== To do ==
Take each line from the entries that holds "green" and copy it out.
++++ Record excerpts
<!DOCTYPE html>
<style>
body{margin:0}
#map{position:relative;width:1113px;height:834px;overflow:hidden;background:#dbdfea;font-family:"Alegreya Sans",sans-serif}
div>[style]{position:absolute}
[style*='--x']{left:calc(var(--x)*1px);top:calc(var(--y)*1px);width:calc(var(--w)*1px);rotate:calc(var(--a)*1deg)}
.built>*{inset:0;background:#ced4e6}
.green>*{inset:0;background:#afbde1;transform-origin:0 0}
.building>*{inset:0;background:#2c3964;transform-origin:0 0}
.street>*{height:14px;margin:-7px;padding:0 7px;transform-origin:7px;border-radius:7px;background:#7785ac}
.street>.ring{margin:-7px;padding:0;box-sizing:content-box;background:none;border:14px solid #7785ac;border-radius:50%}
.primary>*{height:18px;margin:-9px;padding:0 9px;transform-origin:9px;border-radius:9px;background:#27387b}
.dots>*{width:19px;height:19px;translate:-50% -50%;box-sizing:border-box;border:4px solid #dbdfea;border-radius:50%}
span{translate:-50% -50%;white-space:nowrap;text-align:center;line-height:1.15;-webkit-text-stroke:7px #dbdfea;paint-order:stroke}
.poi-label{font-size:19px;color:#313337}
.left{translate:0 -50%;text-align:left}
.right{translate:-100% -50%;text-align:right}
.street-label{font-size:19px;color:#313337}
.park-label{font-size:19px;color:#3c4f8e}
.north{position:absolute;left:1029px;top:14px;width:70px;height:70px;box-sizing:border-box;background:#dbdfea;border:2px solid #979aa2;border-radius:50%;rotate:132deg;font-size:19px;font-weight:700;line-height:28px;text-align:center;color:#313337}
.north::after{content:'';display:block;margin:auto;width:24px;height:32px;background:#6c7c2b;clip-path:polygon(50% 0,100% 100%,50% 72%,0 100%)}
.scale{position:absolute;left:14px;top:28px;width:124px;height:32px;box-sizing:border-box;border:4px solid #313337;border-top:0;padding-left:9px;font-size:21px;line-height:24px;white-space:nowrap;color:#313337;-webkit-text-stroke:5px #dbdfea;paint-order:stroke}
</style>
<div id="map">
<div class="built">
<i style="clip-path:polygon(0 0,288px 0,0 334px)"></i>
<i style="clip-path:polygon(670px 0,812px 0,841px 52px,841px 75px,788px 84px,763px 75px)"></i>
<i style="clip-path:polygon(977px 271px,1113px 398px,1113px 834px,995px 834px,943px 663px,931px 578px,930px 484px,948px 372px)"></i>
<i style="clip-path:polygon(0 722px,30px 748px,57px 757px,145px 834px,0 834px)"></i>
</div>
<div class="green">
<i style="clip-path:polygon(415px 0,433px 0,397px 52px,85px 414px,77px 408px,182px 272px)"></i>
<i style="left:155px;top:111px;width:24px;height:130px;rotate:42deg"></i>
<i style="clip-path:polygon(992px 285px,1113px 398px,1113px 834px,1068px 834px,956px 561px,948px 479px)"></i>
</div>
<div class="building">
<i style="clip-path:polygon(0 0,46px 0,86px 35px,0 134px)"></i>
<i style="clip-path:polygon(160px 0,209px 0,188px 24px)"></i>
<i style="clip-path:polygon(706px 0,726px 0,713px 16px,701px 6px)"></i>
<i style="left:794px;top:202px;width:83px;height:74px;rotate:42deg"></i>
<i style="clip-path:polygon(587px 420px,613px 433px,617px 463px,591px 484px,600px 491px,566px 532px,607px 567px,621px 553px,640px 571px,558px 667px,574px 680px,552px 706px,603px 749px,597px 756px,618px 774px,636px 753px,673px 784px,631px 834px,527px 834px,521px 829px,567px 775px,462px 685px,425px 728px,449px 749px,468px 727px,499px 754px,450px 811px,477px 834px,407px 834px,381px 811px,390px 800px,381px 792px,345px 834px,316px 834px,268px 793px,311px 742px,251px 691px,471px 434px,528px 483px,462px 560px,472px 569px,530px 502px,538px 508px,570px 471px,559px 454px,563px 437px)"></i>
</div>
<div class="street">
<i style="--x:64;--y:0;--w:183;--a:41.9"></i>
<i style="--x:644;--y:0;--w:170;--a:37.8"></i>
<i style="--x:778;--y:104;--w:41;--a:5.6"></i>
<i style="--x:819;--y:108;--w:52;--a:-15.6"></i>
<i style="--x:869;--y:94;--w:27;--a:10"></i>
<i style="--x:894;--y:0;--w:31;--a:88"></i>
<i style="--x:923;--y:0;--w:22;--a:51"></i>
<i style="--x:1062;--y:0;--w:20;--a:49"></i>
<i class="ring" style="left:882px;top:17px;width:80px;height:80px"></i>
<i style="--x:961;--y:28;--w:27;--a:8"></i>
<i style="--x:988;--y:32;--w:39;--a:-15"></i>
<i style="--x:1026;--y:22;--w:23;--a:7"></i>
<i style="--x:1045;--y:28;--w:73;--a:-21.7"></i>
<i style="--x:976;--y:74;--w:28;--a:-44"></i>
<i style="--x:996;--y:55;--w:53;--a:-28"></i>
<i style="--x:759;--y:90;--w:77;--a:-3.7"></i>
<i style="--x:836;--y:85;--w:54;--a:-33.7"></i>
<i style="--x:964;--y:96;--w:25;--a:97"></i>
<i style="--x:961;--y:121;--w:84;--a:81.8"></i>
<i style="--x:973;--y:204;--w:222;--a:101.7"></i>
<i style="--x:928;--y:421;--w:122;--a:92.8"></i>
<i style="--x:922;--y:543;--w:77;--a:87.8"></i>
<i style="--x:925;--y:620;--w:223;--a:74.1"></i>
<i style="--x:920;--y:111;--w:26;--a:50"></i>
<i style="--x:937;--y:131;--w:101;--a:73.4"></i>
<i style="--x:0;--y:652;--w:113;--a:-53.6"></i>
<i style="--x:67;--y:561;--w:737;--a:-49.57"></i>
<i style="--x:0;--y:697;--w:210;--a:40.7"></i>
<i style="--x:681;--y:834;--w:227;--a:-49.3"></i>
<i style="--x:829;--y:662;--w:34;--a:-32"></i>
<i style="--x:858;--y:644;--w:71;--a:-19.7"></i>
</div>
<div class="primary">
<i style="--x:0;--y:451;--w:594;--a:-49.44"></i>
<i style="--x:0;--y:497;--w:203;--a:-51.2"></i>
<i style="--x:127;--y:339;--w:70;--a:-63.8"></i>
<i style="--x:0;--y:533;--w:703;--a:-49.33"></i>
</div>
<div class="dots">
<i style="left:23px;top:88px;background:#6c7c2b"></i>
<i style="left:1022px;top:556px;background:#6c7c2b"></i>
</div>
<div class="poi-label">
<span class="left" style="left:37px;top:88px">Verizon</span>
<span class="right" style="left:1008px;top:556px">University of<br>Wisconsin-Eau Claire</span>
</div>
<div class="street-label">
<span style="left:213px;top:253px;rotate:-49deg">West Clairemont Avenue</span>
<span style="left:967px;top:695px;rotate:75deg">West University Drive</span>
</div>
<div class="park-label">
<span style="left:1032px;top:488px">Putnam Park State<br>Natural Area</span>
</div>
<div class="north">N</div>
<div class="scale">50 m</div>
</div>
++++++++
== Answer space ==
.green>*{inset:0;background:#afbde1;transform-origin:0 0}
<div class="green">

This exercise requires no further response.